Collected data
----------

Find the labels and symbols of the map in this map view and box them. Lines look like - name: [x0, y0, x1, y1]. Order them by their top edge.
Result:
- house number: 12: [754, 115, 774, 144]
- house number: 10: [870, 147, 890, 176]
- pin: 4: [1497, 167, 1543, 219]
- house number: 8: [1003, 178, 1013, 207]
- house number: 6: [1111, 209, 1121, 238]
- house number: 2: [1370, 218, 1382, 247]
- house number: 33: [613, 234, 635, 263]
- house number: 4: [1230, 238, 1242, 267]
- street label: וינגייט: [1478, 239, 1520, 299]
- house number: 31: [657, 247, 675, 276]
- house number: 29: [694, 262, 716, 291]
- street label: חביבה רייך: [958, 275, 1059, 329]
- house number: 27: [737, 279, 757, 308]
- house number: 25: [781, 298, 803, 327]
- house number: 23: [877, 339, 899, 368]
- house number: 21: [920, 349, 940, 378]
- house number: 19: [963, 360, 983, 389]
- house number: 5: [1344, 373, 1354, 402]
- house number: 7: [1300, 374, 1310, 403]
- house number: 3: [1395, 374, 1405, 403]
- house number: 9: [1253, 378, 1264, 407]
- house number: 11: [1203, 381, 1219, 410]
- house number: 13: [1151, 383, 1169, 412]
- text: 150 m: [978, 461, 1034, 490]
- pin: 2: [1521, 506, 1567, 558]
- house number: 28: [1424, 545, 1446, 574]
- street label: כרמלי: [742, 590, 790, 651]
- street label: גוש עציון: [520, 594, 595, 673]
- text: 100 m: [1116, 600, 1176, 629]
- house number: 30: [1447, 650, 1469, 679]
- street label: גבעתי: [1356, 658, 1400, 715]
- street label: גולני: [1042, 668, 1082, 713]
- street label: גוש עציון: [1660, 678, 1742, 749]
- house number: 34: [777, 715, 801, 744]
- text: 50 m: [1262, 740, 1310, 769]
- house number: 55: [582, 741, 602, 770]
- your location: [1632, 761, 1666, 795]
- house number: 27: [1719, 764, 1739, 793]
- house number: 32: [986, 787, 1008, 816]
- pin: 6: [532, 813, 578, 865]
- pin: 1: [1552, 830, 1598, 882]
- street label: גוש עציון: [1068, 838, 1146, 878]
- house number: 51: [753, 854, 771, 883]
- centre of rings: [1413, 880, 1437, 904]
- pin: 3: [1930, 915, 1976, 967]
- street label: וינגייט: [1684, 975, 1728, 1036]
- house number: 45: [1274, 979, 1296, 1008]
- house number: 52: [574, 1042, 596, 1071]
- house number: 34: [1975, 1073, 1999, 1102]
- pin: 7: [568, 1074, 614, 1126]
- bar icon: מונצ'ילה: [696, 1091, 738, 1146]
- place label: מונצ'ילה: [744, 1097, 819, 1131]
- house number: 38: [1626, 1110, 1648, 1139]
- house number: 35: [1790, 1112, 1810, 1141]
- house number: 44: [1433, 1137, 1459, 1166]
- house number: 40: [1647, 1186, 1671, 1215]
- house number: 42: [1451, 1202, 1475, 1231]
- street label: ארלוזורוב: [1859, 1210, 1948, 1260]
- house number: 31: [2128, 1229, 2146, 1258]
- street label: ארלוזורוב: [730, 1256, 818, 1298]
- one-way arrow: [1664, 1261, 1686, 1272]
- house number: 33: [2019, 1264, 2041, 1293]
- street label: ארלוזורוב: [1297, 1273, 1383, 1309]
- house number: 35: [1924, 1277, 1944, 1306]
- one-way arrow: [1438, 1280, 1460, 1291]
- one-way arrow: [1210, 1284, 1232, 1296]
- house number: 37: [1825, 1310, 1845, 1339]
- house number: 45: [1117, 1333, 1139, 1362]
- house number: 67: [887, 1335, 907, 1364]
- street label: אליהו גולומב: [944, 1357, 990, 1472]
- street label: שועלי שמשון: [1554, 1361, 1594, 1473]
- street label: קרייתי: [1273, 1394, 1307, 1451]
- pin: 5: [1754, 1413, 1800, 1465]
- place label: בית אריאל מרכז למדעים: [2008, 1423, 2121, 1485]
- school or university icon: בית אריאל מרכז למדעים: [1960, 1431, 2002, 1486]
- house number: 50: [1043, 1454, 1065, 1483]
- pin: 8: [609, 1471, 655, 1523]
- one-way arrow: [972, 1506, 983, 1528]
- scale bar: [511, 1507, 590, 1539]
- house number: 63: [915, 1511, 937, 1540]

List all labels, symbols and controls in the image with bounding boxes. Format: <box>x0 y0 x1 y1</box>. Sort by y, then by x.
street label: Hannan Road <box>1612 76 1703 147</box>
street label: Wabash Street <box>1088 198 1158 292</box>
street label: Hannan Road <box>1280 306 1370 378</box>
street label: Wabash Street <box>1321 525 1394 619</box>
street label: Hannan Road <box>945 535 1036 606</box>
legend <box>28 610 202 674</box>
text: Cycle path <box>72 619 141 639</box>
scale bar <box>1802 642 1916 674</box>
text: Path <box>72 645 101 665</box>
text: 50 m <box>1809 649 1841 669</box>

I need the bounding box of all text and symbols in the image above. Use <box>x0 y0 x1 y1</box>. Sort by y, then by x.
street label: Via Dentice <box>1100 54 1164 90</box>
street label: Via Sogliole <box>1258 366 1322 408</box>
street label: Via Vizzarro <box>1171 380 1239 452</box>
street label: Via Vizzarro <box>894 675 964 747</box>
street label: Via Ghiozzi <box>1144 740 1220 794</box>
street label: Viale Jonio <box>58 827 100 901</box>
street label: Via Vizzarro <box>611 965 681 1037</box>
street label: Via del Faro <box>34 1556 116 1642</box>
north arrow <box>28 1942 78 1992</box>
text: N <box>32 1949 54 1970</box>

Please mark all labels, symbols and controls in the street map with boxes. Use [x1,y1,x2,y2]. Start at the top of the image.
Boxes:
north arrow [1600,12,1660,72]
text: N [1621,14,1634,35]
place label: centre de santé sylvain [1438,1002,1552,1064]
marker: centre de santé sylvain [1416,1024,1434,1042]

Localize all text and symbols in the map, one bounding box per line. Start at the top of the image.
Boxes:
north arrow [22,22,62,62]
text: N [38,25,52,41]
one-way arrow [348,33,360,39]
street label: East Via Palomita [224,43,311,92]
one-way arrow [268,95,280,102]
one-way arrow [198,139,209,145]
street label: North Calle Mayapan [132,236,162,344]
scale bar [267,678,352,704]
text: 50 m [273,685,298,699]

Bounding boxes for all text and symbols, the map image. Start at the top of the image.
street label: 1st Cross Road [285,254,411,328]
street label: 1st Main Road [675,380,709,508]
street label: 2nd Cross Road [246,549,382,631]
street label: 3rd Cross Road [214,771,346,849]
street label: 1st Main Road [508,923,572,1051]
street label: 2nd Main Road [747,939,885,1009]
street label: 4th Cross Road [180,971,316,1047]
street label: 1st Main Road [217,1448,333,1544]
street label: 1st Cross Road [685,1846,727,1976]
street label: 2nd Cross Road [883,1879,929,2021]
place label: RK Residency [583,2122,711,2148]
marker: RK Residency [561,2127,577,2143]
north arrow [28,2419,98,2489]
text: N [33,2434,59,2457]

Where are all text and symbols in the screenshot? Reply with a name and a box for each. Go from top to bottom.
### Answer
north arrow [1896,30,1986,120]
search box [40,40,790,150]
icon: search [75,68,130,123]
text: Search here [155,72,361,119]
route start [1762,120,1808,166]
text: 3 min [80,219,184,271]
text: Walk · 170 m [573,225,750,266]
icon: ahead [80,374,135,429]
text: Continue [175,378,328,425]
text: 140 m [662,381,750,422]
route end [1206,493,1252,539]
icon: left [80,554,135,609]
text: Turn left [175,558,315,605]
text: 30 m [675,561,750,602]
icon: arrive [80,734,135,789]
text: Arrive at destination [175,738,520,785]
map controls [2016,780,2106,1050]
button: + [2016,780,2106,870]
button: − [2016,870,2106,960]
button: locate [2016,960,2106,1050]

----------

- _WHAT THE TASK REQUIRES_
Please retype every entry above exactly as it stands.

- _YOUR SOLUTION_
Find the labels and symbols of the map in this map view and box them. Lines look like - name: [x0, y0, x1, y1]. Order them by their top edge.
Result:
- house number: 12: [754, 115, 774, 144]
- house number: 10: [870, 147, 890, 176]
- pin: 4: [1497, 167, 1543, 219]
- house number: 8: [1003, 178, 1013, 207]
- house number: 6: [1111, 209, 1121, 238]
- house number: 2: [1370, 218, 1382, 247]
- house number: 33: [613, 234, 635, 263]
- house number: 4: [1230, 238, 1242, 267]
- street label: וינגייט: [1478, 239, 1520, 299]
- house number: 31: [657, 247, 675, 276]
- house number: 29: [694, 262, 716, 291]
- street label: חביבה רייך: [958, 275, 1059, 329]
- house number: 27: [737, 279, 757, 308]
- house number: 25: [781, 298, 803, 327]
- house number: 23: [877, 339, 899, 368]
- house number: 21: [920, 349, 940, 378]
- house number: 19: [963, 360, 983, 389]
- house number: 5: [1344, 373, 1354, 402]
- house number: 7: [1300, 374, 1310, 403]
- house number: 3: [1395, 374, 1405, 403]
- house number: 9: [1253, 378, 1264, 407]
- house number: 11: [1203, 381, 1219, 410]
- house number: 13: [1151, 383, 1169, 412]
- text: 150 m: [978, 461, 1034, 490]
- pin: 2: [1521, 506, 1567, 558]
- house number: 28: [1424, 545, 1446, 574]
- street label: כרמלי: [742, 590, 790, 651]
- street label: גוש עציון: [520, 594, 595, 673]
- text: 100 m: [1116, 600, 1176, 629]
- house number: 30: [1447, 650, 1469, 679]
- street label: גבעתי: [1356, 658, 1400, 715]
- street label: גולני: [1042, 668, 1082, 713]
- street label: גוש עציון: [1660, 678, 1742, 749]
- house number: 34: [777, 715, 801, 744]
- text: 50 m: [1262, 740, 1310, 769]
- house number: 55: [582, 741, 602, 770]
- your location: [1632, 761, 1666, 795]
- house number: 27: [1719, 764, 1739, 793]
- house number: 32: [986, 787, 1008, 816]
- pin: 6: [532, 813, 578, 865]
- pin: 1: [1552, 830, 1598, 882]
- street label: גוש עציון: [1068, 838, 1146, 878]
- house number: 51: [753, 854, 771, 883]
- centre of rings: [1413, 880, 1437, 904]
- pin: 3: [1930, 915, 1976, 967]
- street label: וינגייט: [1684, 975, 1728, 1036]
- house number: 45: [1274, 979, 1296, 1008]
- house number: 52: [574, 1042, 596, 1071]
- house number: 34: [1975, 1073, 1999, 1102]
- pin: 7: [568, 1074, 614, 1126]
- bar icon: מונצ'ילה: [696, 1091, 738, 1146]
- place label: מונצ'ילה: [744, 1097, 819, 1131]
- house number: 38: [1626, 1110, 1648, 1139]
- house number: 35: [1790, 1112, 1810, 1141]
- house number: 44: [1433, 1137, 1459, 1166]
- house number: 40: [1647, 1186, 1671, 1215]
- house number: 42: [1451, 1202, 1475, 1231]
- street label: ארלוזורוב: [1859, 1210, 1948, 1260]
- house number: 31: [2128, 1229, 2146, 1258]
- street label: ארלוזורוב: [730, 1256, 818, 1298]
- one-way arrow: [1664, 1261, 1686, 1272]
- house number: 33: [2019, 1264, 2041, 1293]
- street label: ארלוזורוב: [1297, 1273, 1383, 1309]
- house number: 35: [1924, 1277, 1944, 1306]
- one-way arrow: [1438, 1280, 1460, 1291]
- one-way arrow: [1210, 1284, 1232, 1296]
- house number: 37: [1825, 1310, 1845, 1339]
- house number: 45: [1117, 1333, 1139, 1362]
- house number: 67: [887, 1335, 907, 1364]
- street label: אליהו גולומב: [944, 1357, 990, 1472]
- street label: שועלי שמשון: [1554, 1361, 1594, 1473]
- street label: קרייתי: [1273, 1394, 1307, 1451]
- pin: 5: [1754, 1413, 1800, 1465]
- place label: בית אריאל מרכז למדעים: [2008, 1423, 2121, 1485]
- school or university icon: בית אריאל מרכז למדעים: [1960, 1431, 2002, 1486]
- house number: 50: [1043, 1454, 1065, 1483]
- pin: 8: [609, 1471, 655, 1523]
- one-way arrow: [972, 1506, 983, 1528]
- scale bar: [511, 1507, 590, 1539]
- house number: 63: [915, 1511, 937, 1540]

List all labels, symbols and controls in the image with bounding boxes. Format: <box>x0 y0 x1 y1</box>. Sort by y, then by x.
street label: Hannan Road <box>1612 76 1703 147</box>
street label: Wabash Street <box>1088 198 1158 292</box>
street label: Hannan Road <box>1280 306 1370 378</box>
street label: Wabash Street <box>1321 525 1394 619</box>
street label: Hannan Road <box>945 535 1036 606</box>
legend <box>28 610 202 674</box>
text: Cycle path <box>72 619 141 639</box>
scale bar <box>1802 642 1916 674</box>
text: Path <box>72 645 101 665</box>
text: 50 m <box>1809 649 1841 669</box>

I need the bounding box of all text and symbols in the image above. Use <box>x0 y0 x1 y1</box>. Sort by y, then by x.
street label: Via Dentice <box>1100 54 1164 90</box>
street label: Via Sogliole <box>1258 366 1322 408</box>
street label: Via Vizzarro <box>1171 380 1239 452</box>
street label: Via Vizzarro <box>894 675 964 747</box>
street label: Via Ghiozzi <box>1144 740 1220 794</box>
street label: Viale Jonio <box>58 827 100 901</box>
street label: Via Vizzarro <box>611 965 681 1037</box>
street label: Via del Faro <box>34 1556 116 1642</box>
north arrow <box>28 1942 78 1992</box>
text: N <box>32 1949 54 1970</box>

Please mark all labels, symbols and controls in the street map with boxes. Use [x1,y1,x2,y2]. Start at the top of the image.
Boxes:
north arrow [1600,12,1660,72]
text: N [1621,14,1634,35]
place label: centre de santé sylvain [1438,1002,1552,1064]
marker: centre de santé sylvain [1416,1024,1434,1042]

Localize all text and symbols in the map, one bounding box per line. Start at the top of the image.
Boxes:
north arrow [22,22,62,62]
text: N [38,25,52,41]
one-way arrow [348,33,360,39]
street label: East Via Palomita [224,43,311,92]
one-way arrow [268,95,280,102]
one-way arrow [198,139,209,145]
street label: North Calle Mayapan [132,236,162,344]
scale bar [267,678,352,704]
text: 50 m [273,685,298,699]

Bounding boxes for all text and symbols, the map image. Start at the top of the image.
street label: 1st Cross Road [285,254,411,328]
street label: 1st Main Road [675,380,709,508]
street label: 2nd Cross Road [246,549,382,631]
street label: 3rd Cross Road [214,771,346,849]
street label: 1st Main Road [508,923,572,1051]
street label: 2nd Main Road [747,939,885,1009]
street label: 4th Cross Road [180,971,316,1047]
street label: 1st Main Road [217,1448,333,1544]
street label: 1st Cross Road [685,1846,727,1976]
street label: 2nd Cross Road [883,1879,929,2021]
place label: RK Residency [583,2122,711,2148]
marker: RK Residency [561,2127,577,2143]
north arrow [28,2419,98,2489]
text: N [33,2434,59,2457]

Where are all text and symbols in the screenshot? Reply with a name and a box for each. Go from top to bottom.
### Answer
north arrow [1896,30,1986,120]
search box [40,40,790,150]
icon: search [75,68,130,123]
text: Search here [155,72,361,119]
route start [1762,120,1808,166]
text: 3 min [80,219,184,271]
text: Walk · 170 m [573,225,750,266]
icon: ahead [80,374,135,429]
text: Continue [175,378,328,425]
text: 140 m [662,381,750,422]
route end [1206,493,1252,539]
icon: left [80,554,135,609]
text: Turn left [175,558,315,605]
text: 30 m [675,561,750,602]
icon: arrive [80,734,135,789]
text: Arrive at destination [175,738,520,785]
map controls [2016,780,2106,1050]
button: + [2016,780,2106,870]
button: − [2016,870,2106,960]
button: locate [2016,960,2106,1050]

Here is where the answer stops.